### What is being asked
Print all the records below, word for word and in full.

### Exercise data
↓

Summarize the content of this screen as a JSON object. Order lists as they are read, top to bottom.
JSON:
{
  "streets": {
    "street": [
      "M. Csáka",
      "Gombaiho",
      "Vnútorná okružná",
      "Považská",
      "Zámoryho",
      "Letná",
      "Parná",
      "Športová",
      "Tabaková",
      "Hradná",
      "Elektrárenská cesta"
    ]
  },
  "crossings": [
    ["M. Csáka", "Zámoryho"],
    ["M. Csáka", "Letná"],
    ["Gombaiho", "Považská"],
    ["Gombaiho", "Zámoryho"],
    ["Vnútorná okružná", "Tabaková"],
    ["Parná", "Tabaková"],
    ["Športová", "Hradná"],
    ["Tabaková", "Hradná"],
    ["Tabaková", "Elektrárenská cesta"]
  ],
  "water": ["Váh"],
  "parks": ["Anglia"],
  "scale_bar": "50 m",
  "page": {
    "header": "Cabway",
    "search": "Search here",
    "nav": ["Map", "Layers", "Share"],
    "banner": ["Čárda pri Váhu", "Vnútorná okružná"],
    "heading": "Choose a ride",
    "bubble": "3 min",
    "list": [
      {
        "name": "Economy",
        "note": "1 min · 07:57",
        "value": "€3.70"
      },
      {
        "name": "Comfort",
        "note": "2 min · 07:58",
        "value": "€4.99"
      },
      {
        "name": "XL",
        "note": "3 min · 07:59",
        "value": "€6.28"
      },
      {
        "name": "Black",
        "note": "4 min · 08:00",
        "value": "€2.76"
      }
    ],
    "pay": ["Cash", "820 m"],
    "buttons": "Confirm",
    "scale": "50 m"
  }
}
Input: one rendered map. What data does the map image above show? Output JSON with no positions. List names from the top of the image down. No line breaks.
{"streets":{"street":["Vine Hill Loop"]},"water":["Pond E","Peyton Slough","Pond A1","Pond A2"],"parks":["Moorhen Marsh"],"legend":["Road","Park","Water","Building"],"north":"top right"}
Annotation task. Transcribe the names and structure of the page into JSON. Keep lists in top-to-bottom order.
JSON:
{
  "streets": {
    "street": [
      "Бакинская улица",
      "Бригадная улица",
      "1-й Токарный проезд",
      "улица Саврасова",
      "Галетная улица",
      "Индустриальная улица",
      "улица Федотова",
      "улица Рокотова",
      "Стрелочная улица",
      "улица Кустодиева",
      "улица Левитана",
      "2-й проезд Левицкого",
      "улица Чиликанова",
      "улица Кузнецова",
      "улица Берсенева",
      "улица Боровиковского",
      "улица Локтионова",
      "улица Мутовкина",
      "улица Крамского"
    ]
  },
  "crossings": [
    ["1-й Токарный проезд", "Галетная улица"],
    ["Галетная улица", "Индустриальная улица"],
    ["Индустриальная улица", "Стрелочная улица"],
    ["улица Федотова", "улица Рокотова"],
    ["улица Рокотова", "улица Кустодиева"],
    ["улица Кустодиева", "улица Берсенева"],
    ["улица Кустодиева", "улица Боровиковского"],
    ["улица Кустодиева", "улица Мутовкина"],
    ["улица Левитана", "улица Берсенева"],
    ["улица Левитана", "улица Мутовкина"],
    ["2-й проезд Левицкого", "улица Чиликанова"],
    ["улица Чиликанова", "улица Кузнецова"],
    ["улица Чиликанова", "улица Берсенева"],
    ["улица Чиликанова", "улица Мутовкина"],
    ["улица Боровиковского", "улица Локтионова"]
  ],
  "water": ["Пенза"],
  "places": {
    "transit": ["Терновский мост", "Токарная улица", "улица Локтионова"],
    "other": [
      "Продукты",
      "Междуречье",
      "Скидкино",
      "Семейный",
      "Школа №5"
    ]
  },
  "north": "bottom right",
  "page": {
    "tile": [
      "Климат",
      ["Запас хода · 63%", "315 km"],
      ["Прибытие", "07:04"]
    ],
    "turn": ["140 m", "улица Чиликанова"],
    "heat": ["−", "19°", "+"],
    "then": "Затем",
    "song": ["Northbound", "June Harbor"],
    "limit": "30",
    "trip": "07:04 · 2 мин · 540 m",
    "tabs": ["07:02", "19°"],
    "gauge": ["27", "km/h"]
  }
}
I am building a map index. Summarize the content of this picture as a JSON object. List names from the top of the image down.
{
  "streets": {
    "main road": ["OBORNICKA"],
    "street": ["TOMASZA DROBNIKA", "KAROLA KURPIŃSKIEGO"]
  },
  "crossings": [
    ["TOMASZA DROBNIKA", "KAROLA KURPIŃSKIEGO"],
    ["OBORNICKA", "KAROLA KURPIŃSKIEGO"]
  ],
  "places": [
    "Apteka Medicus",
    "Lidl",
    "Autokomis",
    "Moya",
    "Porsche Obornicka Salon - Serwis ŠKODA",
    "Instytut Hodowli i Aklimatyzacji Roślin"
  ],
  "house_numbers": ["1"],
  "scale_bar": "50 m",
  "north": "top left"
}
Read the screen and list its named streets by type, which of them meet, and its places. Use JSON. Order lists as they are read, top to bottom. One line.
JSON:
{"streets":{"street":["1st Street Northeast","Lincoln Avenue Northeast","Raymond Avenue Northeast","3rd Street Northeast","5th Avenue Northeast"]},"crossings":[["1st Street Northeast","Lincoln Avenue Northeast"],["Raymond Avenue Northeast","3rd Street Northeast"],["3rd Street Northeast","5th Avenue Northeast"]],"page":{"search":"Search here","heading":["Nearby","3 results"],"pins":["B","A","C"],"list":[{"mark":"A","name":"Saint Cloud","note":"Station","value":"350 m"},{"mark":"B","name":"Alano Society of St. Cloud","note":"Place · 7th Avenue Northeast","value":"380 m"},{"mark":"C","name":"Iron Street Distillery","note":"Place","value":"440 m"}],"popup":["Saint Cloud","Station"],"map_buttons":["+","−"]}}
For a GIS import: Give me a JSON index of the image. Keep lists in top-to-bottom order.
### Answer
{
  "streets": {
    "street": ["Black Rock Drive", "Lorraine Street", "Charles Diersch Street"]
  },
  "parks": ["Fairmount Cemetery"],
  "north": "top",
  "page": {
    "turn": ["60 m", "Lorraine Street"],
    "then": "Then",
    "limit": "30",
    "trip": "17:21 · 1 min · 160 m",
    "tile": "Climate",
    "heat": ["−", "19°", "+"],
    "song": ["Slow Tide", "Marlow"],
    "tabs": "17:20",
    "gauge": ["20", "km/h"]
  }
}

↑

### Exercise answer
Summarize the content of this screen as a JSON object. Order lists as they are read, top to bottom.
JSON:
{
  "streets": {
    "street": [
      "M. Csáka",
      "Gombaiho",
      "Vnútorná okružná",
      "Považská",
      "Zámoryho",
      "Letná",
      "Parná",
      "Športová",
      "Tabaková",
      "Hradná",
      "Elektrárenská cesta"
    ]
  },
  "crossings": [
    ["M. Csáka", "Zámoryho"],
    ["M. Csáka", "Letná"],
    ["Gombaiho", "Považská"],
    ["Gombaiho", "Zámoryho"],
    ["Vnútorná okružná", "Tabaková"],
    ["Parná", "Tabaková"],
    ["Športová", "Hradná"],
    ["Tabaková", "Hradná"],
    ["Tabaková", "Elektrárenská cesta"]
  ],
  "water": ["Váh"],
  "parks": ["Anglia"],
  "scale_bar": "50 m",
  "page": {
    "header": "Cabway",
    "search": "Search here",
    "nav": ["Map", "Layers", "Share"],
    "banner": ["Čárda pri Váhu", "Vnútorná okružná"],
    "heading": "Choose a ride",
    "bubble": "3 min",
    "list": [
      {
        "name": "Economy",
        "note": "1 min · 07:57",
        "value": "€3.70"
      },
      {
        "name": "Comfort",
        "note": "2 min · 07:58",
        "value": "€4.99"
      },
      {
        "name": "XL",
        "note": "3 min · 07:59",
        "value": "€6.28"
      },
      {
        "name": "Black",
        "note": "4 min · 08:00",
        "value": "€2.76"
      }
    ],
    "pay": ["Cash", "820 m"],
    "buttons": "Confirm",
    "scale": "50 m"
  }
}
Input: one rendered map. What data does the map image above show? Output JSON with no positions. List names from the top of the image down. No line breaks.
{"streets":{"street":["Vine Hill Loop"]},"water":["Pond E","Peyton Slough","Pond A1","Pond A2"],"parks":["Moorhen Marsh"],"legend":["Road","Park","Water","Building"],"north":"top right"}
Annotation task. Transcribe the names and structure of the page into JSON. Keep lists in top-to-bottom order.
JSON:
{
  "streets": {
    "street": [
      "Бакинская улица",
      "Бригадная улица",
      "1-й Токарный проезд",
      "улица Саврасова",
      "Галетная улица",
      "Индустриальная улица",
      "улица Федотова",
      "улица Рокотова",
      "Стрелочная улица",
      "улица Кустодиева",
      "улица Левитана",
      "2-й проезд Левицкого",
      "улица Чиликанова",
      "улица Кузнецова",
      "улица Берсенева",
      "улица Боровиковского",
      "улица Локтионова",
      "улица Мутовкина",
      "улица Крамского"
    ]
  },
  "crossings": [
    ["1-й Токарный проезд", "Галетная улица"],
    ["Галетная улица", "Индустриальная улица"],
    ["Индустриальная улица", "Стрелочная улица"],
    ["улица Федотова", "улица Рокотова"],
    ["улица Рокотова", "улица Кустодиева"],
    ["улица Кустодиева", "улица Берсенева"],
    ["улица Кустодиева", "улица Боровиковского"],
    ["улица Кустодиева", "улица Мутовкина"],
    ["улица Левитана", "улица Берсенева"],
    ["улица Левитана", "улица Мутовкина"],
    ["2-й проезд Левицкого", "улица Чиликанова"],
    ["улица Чиликанова", "улица Кузнецова"],
    ["улица Чиликанова", "улица Берсенева"],
    ["улица Чиликанова", "улица Мутовкина"],
    ["улица Боровиковского", "улица Локтионова"]
  ],
  "water": ["Пенза"],
  "places": {
    "transit": ["Терновский мост", "Токарная улица", "улица Локтионова"],
    "other": [
      "Продукты",
      "Междуречье",
      "Скидкино",
      "Семейный",
      "Школа №5"
    ]
  },
  "north": "bottom right",
  "page": {
    "tile": [
      "Климат",
      ["Запас хода · 63%", "315 km"],
      ["Прибытие", "07:04"]
    ],
    "turn": ["140 m", "улица Чиликанова"],
    "heat": ["−", "19°", "+"],
    "then": "Затем",
    "song": ["Northbound", "June Harbor"],
    "limit": "30",
    "trip": "07:04 · 2 мин · 540 m",
    "tabs": ["07:02", "19°"],
    "gauge": ["27", "km/h"]
  }
}
I am building a map index. Summarize the content of this picture as a JSON object. List names from the top of the image down.
{
  "streets": {
    "main road": ["OBORNICKA"],
    "street": ["TOMASZA DROBNIKA", "KAROLA KURPIŃSKIEGO"]
  },
  "crossings": [
    ["TOMASZA DROBNIKA", "KAROLA KURPIŃSKIEGO"],
    ["OBORNICKA", "KAROLA KURPIŃSKIEGO"]
  ],
  "places": [
    "Apteka Medicus",
    "Lidl",
    "Autokomis",
    "Moya",
    "Porsche Obornicka Salon - Serwis ŠKODA",
    "Instytut Hodowli i Aklimatyzacji Roślin"
  ],
  "house_numbers": ["1"],
  "scale_bar": "50 m",
  "north": "top left"
}
Read the screen and list its named streets by type, which of them meet, and its places. Use JSON. Order lists as they are read, top to bottom. One line.
JSON:
{"streets":{"street":["1st Street Northeast","Lincoln Avenue Northeast","Raymond Avenue Northeast","3rd Street Northeast","5th Avenue Northeast"]},"crossings":[["1st Street Northeast","Lincoln Avenue Northeast"],["Raymond Avenue Northeast","3rd Street Northeast"],["3rd Street Northeast","5th Avenue Northeast"]],"page":{"search":"Search here","heading":["Nearby","3 results"],"pins":["B","A","C"],"list":[{"mark":"A","name":"Saint Cloud","note":"Station","value":"350 m"},{"mark":"B","name":"Alano Society of St. Cloud","note":"Place · 7th Avenue Northeast","value":"380 m"},{"mark":"C","name":"Iron Street Distillery","note":"Place","value":"440 m"}],"popup":["Saint Cloud","Station"],"map_buttons":["+","−"]}}
For a GIS import: Give me a JSON index of the image. Keep lists in top-to-bottom order.
### Answer
{
  "streets": {
    "street": ["Black Rock Drive", "Lorraine Street", "Charles Diersch Street"]
  },
  "parks": ["Fairmount Cemetery"],
  "north": "top",
  "page": {
    "turn": ["60 m", "Lorraine Street"],
    "then": "Then",
    "limit": "30",
    "trip": "17:21 · 1 min · 160 m",
    "tile": "Climate",
    "heat": ["−", "19°", "+"],
    "song": ["Slow Tide", "Marlow"],
    "tabs": "17:20",
    "gauge": ["20", "km/h"]
  }
}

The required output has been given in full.